You can also look around your property for other evidence that raccoons are hanging around to help verify that what you have found is actually raccoon poop. Look for overturned trashcans and other mischievous activities that indicate the presence of raccoons as those buggers can and will do a lot of damage.


----------



## Workaholic (Apr 1, 2007)

Poop identifying is not my thing but there are a couple things you can do to find your answer. You can get in there and inspect the contents, or you can set up a temporary motion activated camera.


----------



## WirelessG (Mar 22, 2009)

I can't bring myself to perform a poop necropsy. 

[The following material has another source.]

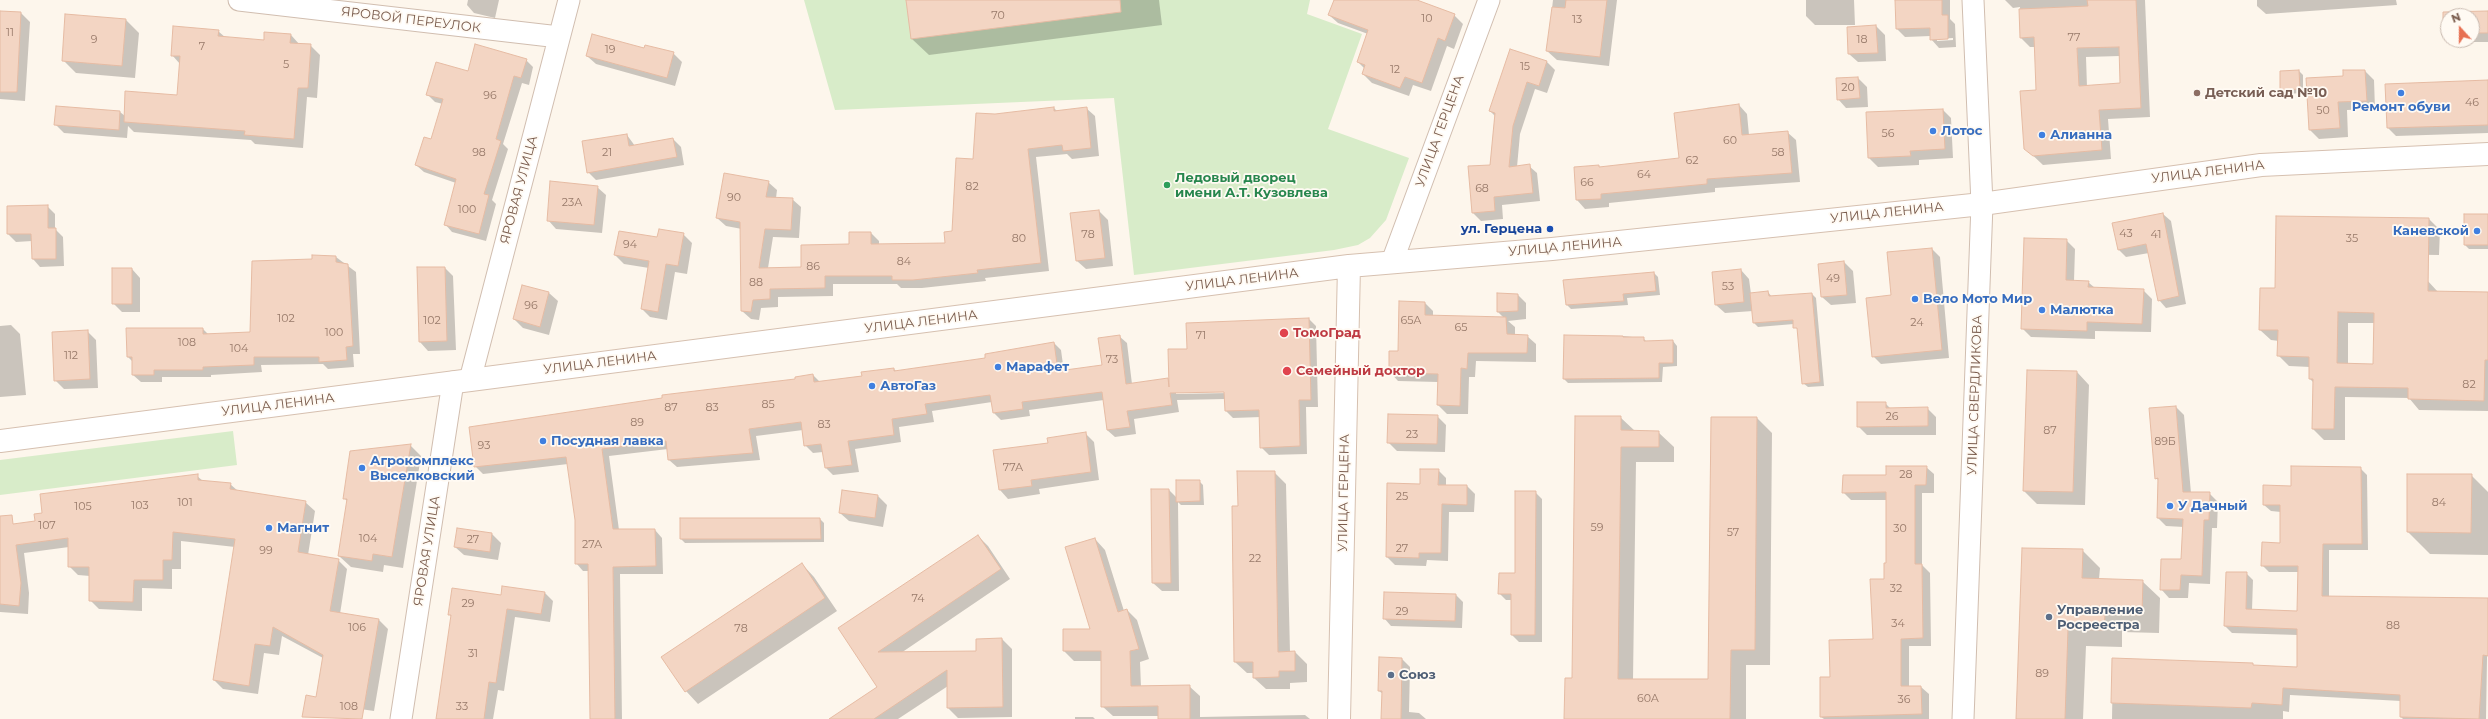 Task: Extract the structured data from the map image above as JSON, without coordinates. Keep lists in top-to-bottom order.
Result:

No overturned trash cans in the neighborhood. Everyone keeps their trash in their garage until trash day.


----------



## epson (Jul 28, 2010)

WirelessG said:


> I can't bring myself to perform a poop necropsy.
> 
> No overturned trash cans in the neighborhood. Everyone keeps their trash in their garage until trash day.

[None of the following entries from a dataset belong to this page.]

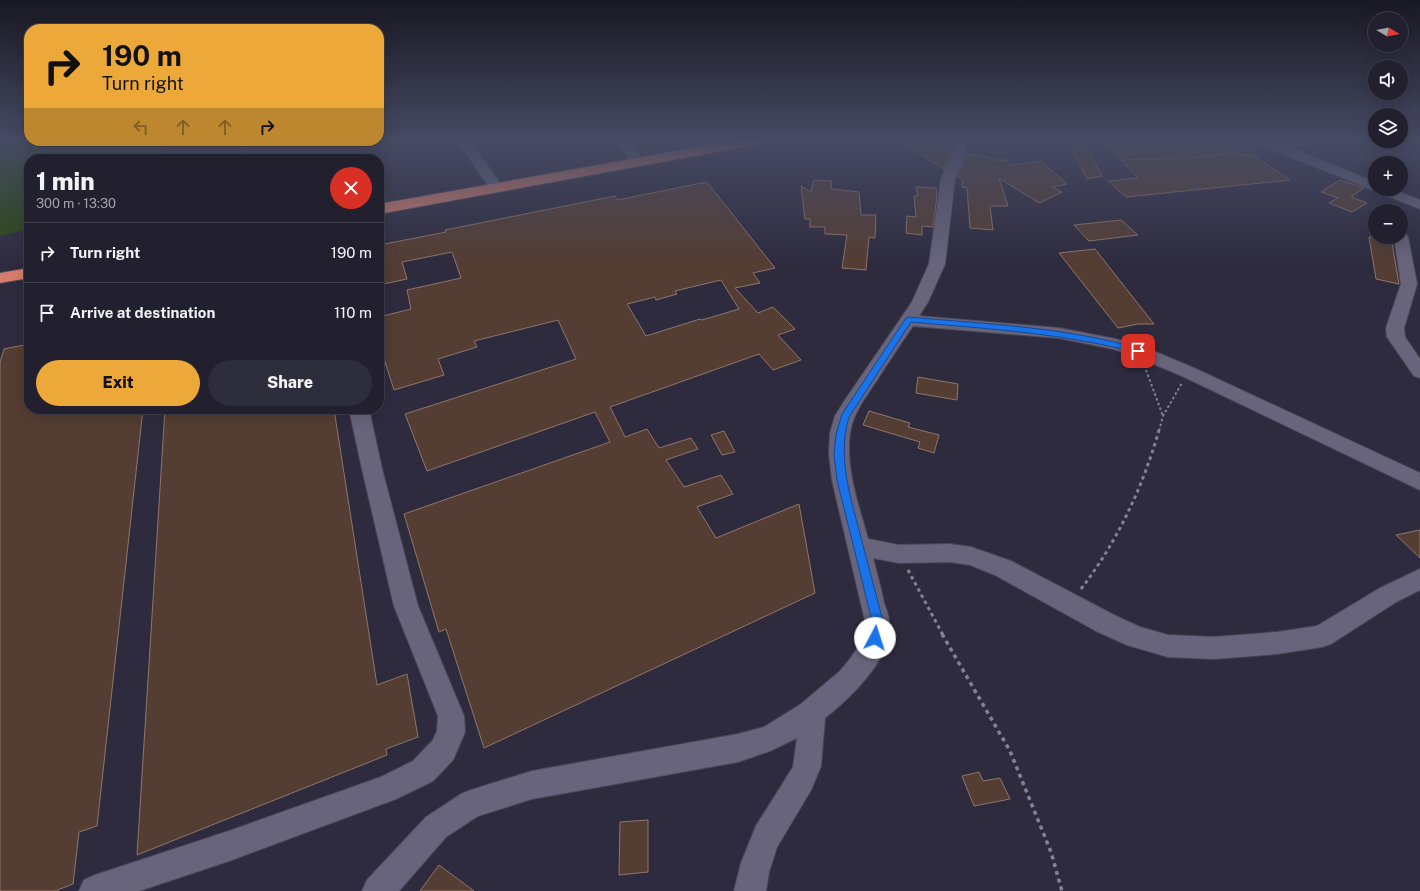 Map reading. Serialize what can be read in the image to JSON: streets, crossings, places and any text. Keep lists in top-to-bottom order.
{
  "north": "right",
  "page": {
    "map_buttons": ["+", "−"],
    "turn": ["190 m", "Turn right"],
    "heading": ["1 min", "300 m · 13:30"],
    "list": [
      {
        "name": "Turn right",
        "value": "190 m"
      },
      {
        "name": "Arrive at destination",
        "value": "110 m"
      }
    ],
    "buttons": ["Exit", "Share"]
  }
}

Well you already have (a.k.a) raccoon poop on your property. Some other things to look for are:

1) Any loud thumping noises heard in the attic at dusk and at dawn.
2)  A chattering sound, similar to birds chirping is heard in the chimney (baby raccoons may be present).
3) Your Lawns dug up as raccoons search for insect larvae and grubs to eat.
4) Raccoons are usually active after dark so if you have a motion sensor light you will notice it going on and off during the night.


----------



## PAbugman (Jun 29, 2010)

The suggestions about analyzing the fecal pellet are on the money. Valuable info will be gleaned by looking for seeds, hair, fur, bones, fiber, etc. It is not large enough for raccoon. Are you finding them one at a time as pictured? As opposed to a small pile or trail? It is mindful of an "owl pellet", but I can't imagine an owl roosting on a porch. Maybe another raptor. Are there rafters overtop of the droppings to serve as a perch? Keep looking at different times of night. The sensor/camera idea is very good. 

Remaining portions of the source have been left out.